Motivating Your Students (and Yourself) in Trying Times
Join Ellen Usher and Anita Woolfolk for a discussion on motivational strategies to engage the minds and emotions of students at a time when teaching and learning are challenging and rapidly changing.
Dr. Ellen Usher, University of Kentucky
Dr. Anita Woolfolk Hoy, The Ohio State University
There is no shortage of motivational theories, but which explanations provide valuable guidance and strategies? In this webinar we explore two particularly useful approaches — one that focuses on basic human needs for competence, autonomy, and relatedness, and the other that highlights the role of how we perceive the value and costs of our efforts.
We all need to feel capable, to have control and the ability to make our own choices, and to have meaningful and supportive connections with other people. When these needs are reasonably met, both students and their professors are more likely to be engaged and intrinsically motivated.

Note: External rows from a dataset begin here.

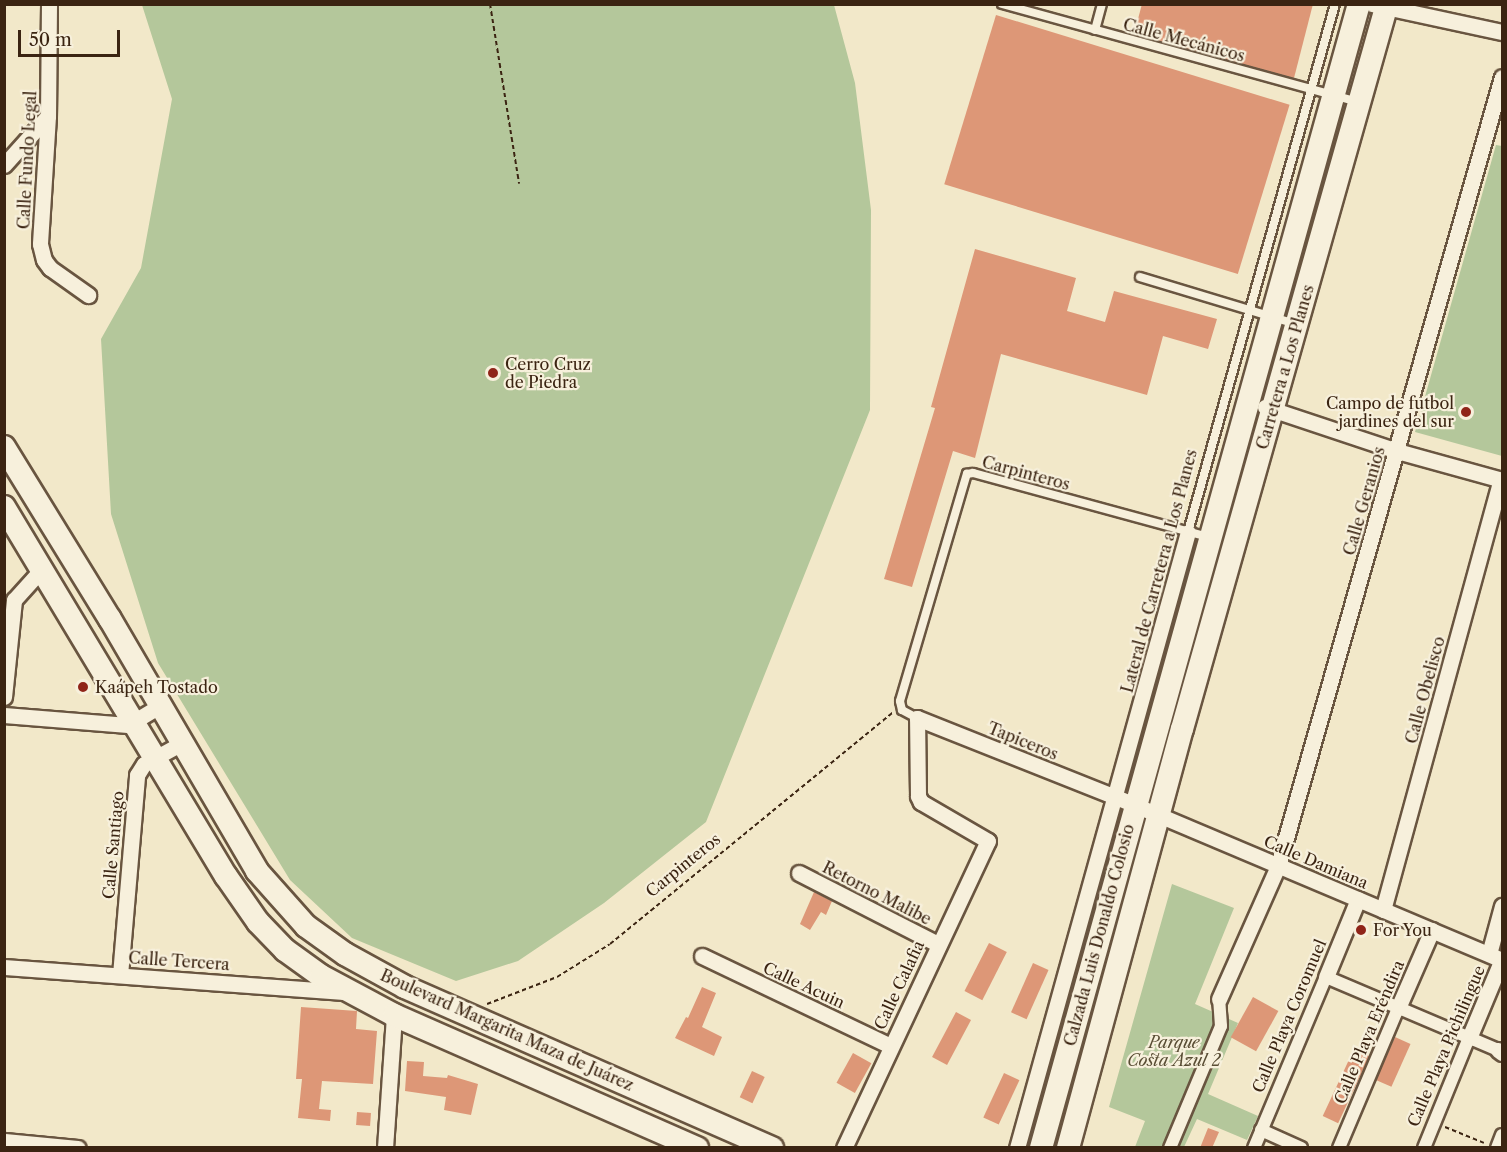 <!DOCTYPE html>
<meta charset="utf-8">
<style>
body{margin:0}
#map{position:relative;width:1507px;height:1152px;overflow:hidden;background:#f2e8c9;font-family:"Libre Caslon Text",serif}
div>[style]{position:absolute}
.green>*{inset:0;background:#b4c79b}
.building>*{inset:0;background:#dd9777;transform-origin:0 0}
.path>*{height:2px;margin-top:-1px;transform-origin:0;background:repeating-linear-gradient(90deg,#3b2412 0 4.5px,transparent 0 7.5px)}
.roads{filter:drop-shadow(2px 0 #695540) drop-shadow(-2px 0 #695540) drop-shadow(0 2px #695540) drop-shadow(0 -2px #695540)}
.service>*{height:8px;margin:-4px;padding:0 4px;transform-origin:4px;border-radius:4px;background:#f7f0dc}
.pedestrian>*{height:12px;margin:-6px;padding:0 6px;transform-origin:6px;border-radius:6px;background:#f7f0dc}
.minor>*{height:15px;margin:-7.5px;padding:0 7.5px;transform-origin:7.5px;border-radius:7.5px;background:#f7f0dc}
.secondary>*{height:22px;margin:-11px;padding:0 11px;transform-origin:11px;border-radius:11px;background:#f7f0dc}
.dots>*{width:16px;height:16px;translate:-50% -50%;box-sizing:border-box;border:3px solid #f7f0dc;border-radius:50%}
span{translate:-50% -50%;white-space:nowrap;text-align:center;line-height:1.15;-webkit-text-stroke:4.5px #f7f0dc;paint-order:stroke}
.street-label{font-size:16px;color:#3b2412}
.poi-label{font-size:16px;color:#3b2412}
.left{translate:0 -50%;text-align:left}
.right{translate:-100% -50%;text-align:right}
.park-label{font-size:16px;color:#594d34;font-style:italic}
.frame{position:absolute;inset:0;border:6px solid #3b2412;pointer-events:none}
.scale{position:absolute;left:18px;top:30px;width:102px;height:27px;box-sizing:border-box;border:3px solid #3b2412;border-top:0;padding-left:8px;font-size:18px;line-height:21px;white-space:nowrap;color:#3b2412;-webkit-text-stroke:4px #f7f0dc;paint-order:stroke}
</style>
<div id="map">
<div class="green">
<div style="clip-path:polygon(142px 5px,834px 5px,855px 83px,871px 210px,870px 410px,706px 822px,604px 903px,518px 961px,456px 981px,352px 938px,290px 880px,158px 663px,111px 514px,101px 339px,141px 268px,172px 99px)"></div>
<div style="clip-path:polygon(1496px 145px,1502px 146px,1502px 456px,1415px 432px)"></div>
<div style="clip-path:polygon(1172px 884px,1234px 908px,1195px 1004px,1238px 1023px,1208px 1094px,1258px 1116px,1247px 1140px,1197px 1119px,1184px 1147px,1135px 1147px,1145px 1121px,1109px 1107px)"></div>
</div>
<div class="building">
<div style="clip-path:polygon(1142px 4px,1313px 4px,1294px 78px,1134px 34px)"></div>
<div style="left:996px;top:15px;width:307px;height:177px;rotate:17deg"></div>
<div style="clip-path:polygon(975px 249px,1076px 278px,1067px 311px,1105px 322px,1114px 291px,1217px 319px,1208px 349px,1163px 336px,1147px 395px,1001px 354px,975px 458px,953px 451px,912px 587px,884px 579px,935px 408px,931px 407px)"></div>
<div style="clip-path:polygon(814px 892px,832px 901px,826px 915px,821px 912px,810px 930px,800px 924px)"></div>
<div style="left:989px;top:943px;width:20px;height:54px;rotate:27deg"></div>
<div style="left:1033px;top:963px;width:17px;height:54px;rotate:24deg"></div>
<div style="clip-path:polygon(702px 987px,716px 993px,702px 1027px,722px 1037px,714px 1056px,675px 1038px,686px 1017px,688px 1018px)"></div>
<div style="left:1253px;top:997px;width:29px;height:46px;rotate:29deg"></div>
<div style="clip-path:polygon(301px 1007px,357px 1011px,356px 1029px,377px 1031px,373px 1084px,322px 1081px,319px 1109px,331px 1110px,330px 1121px,298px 1118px,302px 1079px,296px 1079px)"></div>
<div style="left:956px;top:1012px;width:17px;height:51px;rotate:28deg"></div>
<div style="left:1395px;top:1037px;width:17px;height:47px;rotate:24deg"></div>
<div style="left:1354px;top:1049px;width:17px;height:74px;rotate:25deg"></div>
<div style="left:853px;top:1053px;width:21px;height:34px;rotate:29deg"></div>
<div style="clip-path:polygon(407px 1061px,424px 1062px,423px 1076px,447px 1078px,448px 1075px,478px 1084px,471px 1115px,444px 1110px,446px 1097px,405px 1091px)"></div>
<div style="left:752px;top:1071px;width:14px;height:29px;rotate:25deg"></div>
<div style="left:1004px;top:1073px;width:17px;height:49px;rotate:25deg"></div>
<div style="left:357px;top:1112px;width:14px;height:13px;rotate:4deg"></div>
<div style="clip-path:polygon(1208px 1128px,1219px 1132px,1212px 1148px,1200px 1148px)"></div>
</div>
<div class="path">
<div style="left:490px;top:4px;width:182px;rotate:80.8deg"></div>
<div style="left:487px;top:1004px;width:75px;rotate:-21.1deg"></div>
<div style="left:557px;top:977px;width:62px;rotate:-31.9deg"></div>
<div style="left:610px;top:944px;width:365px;rotate:-39.3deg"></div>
<div style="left:1445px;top:1127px;width:42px;rotate:22.3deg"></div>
</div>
<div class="roads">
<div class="service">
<div style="left:1002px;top:4px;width:368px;rotate:15.4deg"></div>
<div style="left:1095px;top:30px;width:27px;rotate:-75deg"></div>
<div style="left:1140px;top:277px;width:163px;rotate:16.8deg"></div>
<div style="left:1188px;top:532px;width:548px;rotate:-74.44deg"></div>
<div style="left:917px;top:718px;width:17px;rotate:-152deg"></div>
<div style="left:902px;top:710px;width:9px;rotate:-103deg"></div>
<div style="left:900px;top:701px;width:237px;rotate:-73.6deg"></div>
<div style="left:967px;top:474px;width:6px;rotate:-9deg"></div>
<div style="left:973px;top:473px;width:245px;rotate:15.2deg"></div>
</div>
<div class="pedestrian">
<div style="left:1261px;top:1130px;width:44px;rotate:24.2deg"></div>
<div style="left:1170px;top:1148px;width:132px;rotate:-67.3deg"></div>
<div style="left:1221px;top:1026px;width:27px;rotate:-94deg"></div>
<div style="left:1254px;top:1148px;width:186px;rotate:-67.2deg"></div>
<div style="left:1326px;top:977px;width:187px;rotate:23deg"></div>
<div style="left:1339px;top:1148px;width:152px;rotate:-67.1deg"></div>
<div style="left:1424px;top:1148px;width:119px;rotate:-67.8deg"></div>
<div style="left:1497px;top:1148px;width:14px;rotate:-69deg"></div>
</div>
<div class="minor">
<div style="left:49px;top:4px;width:112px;rotate:90.5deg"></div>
<div style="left:48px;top:116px;width:128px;rotate:93.6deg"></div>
<div style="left:40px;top:244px;width:16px;rotate:76deg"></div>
<div style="left:44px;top:260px;width:10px;rotate:53deg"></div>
<div style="left:50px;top:268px;width:47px;rotate:35.4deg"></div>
<div style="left:1372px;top:4px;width:133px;rotate:12.2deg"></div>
<div style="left:4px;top:165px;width:66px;rotate:-48.1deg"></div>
<div style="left:1265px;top:407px;width:139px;rotate:18.4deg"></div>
<div style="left:1397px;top:451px;width:109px;rotate:15.4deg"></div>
<div style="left:4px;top:697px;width:98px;rotate:-84.1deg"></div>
<div style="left:14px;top:600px;width:42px;rotate:-47.9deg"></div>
<div style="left:4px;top:715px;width:124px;rotate:4.6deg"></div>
<div style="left:128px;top:725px;width:37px;rotate:-31deg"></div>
<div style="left:799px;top:873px;width:156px;rotate:27.1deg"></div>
<div style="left:1383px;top:910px;width:446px;rotate:-74.7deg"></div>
<div style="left:1489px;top:954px;width:50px;rotate:-74.8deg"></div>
<div style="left:702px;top:956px;width:209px;rotate:25.5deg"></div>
<div style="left:4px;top:967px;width:340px;rotate:4.2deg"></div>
<div style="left:120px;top:975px;width:201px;rotate:-85.1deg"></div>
<div style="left:137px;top:775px;width:13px;rotate:-58deg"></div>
<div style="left:144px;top:764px;width:43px;rotate:-28.9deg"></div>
<div style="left:1326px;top:977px;width:84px;rotate:-67.7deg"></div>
<div style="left:1219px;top:999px;width:145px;rotate:-66.1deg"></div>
<div style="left:1278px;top:866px;width:820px;rotate:-74.15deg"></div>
<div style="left:1398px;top:1008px;width:85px;rotate:-66.4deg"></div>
<div style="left:1469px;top:1038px;width:86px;rotate:-67.3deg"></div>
<div style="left:1498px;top:1050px;width:5px;rotate:37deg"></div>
<div style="left:4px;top:1141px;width:74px;rotate:5.4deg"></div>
<div style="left:385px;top:1148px;width:133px;rotate:-86.1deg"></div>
<div style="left:844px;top:1148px;width:339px;rotate:-64.9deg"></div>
<div style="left:988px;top:841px;width:78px;rotate:-149.8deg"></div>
<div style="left:921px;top:802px;width:7px;rotate:-117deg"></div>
<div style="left:918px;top:796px;width:78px;rotate:-90.7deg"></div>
<div style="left:917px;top:718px;width:214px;rotate:21.7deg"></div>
<div style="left:1116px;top:797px;width:419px;rotate:22.9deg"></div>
<div style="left:1017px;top:1148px;width:639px;rotate:-74.49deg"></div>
</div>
<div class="secondary">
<div style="left:4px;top:447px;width:202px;rotate:58.4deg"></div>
<div style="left:110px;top:619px;width:292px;rotate:59.7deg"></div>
<div style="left:257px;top:871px;width:74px;rotate:48.3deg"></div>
<div style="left:306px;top:926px;width:48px;rotate:35.7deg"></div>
<div style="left:345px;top:954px;width:68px;rotate:28.8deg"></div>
<div style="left:405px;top:987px;width:401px;rotate:23.7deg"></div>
<div style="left:4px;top:507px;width:431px;rotate:59deg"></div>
<div style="left:226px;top:876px;width:56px;rotate:55.2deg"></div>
<div style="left:258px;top:922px;width:39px;rotate:46deg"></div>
<div style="left:285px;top:950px;width:44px;rotate:35.8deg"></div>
<div style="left:321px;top:976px;width:83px;rotate:28.1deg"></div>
<div style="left:394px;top:1015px;width:331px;rotate:23.7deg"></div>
<div style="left:1041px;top:1148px;width:1187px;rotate:-74.47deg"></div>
<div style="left:1068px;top:1148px;width:434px;rotate:-74.8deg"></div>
<div style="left:1182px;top:729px;width:753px;rotate:-74.21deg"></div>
</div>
</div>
<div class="dots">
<div style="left:493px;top:373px;background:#8f2418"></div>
<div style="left:1466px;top:412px;background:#8f2418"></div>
<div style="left:83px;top:687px;background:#8f2418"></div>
<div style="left:1361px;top:930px;background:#8f2418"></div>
</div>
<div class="street-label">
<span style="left:1184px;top:40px;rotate:15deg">Calle Mecánicos</span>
<span style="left:27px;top:160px;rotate:-87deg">Calle Fundo Legal</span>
<span style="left:1285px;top:367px;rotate:-74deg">Carretera a Los Planes</span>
<span style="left:1026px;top:473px;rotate:15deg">Carpinteros</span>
<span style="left:1364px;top:501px;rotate:-74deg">Calle Geranios</span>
<span style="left:1159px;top:571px;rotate:-75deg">Lateral de Carretera a Los Planes</span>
<span style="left:1425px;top:690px;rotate:-75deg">Calle Obelisco</span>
<span style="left:1023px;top:741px;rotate:22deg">Tapiceros</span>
<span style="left:113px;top:845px;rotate:-85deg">Calle Santiago</span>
<span style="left:1316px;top:862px;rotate:23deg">Calle Damiana</span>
<span style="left:683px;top:865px;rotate:-39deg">Carpinteros</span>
<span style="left:877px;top:893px;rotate:27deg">Retorno Malibe</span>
<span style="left:1099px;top:935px;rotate:-75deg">Calzada Luis Donaldo Colosio</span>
<span style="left:179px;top:961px;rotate:4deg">Calle Tercera</span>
<span style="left:804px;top:985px;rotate:25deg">Calle Acuin</span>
<span style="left:899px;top:985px;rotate:-65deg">Calle Calafia</span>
<span style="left:1289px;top:1016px;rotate:-67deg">Calle Playa Coromuel</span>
<span style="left:507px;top:1030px;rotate:24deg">Boulevard Margarita Maza de Juárez</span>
<span style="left:1369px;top:1032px;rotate:-67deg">Calle Playa Eréndira</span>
<span style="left:1446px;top:1046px;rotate:-67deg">Calle Playa Pichilingue</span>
</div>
<div class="poi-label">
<span class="left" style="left:505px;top:373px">Cerro Cruz<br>de Piedra</span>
<span class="right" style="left:1454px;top:412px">Campo de futbol<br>jardines del sur</span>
<span class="left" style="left:95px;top:687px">Kaápeh Tostado</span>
<span class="left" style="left:1373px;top:930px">For You</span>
</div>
<div class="park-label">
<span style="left:1174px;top:1051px">Parque<br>Costa Azul 2</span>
</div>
<div class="frame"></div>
<div class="scale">50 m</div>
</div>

But how can we meet these needs in the disconnected world of teaching and learning today?
Also, people are not likely to be motivated if they don’t really value the outcome — why work hard if you don’t care about the goal or if doing so comes at too high a cost? How can professors help their students value learning and see the beneficial side of putting forth the effort needed to learn? We will explore some specific strategies and share cases from recent K–12 and college classrooms that bring these ideas to life.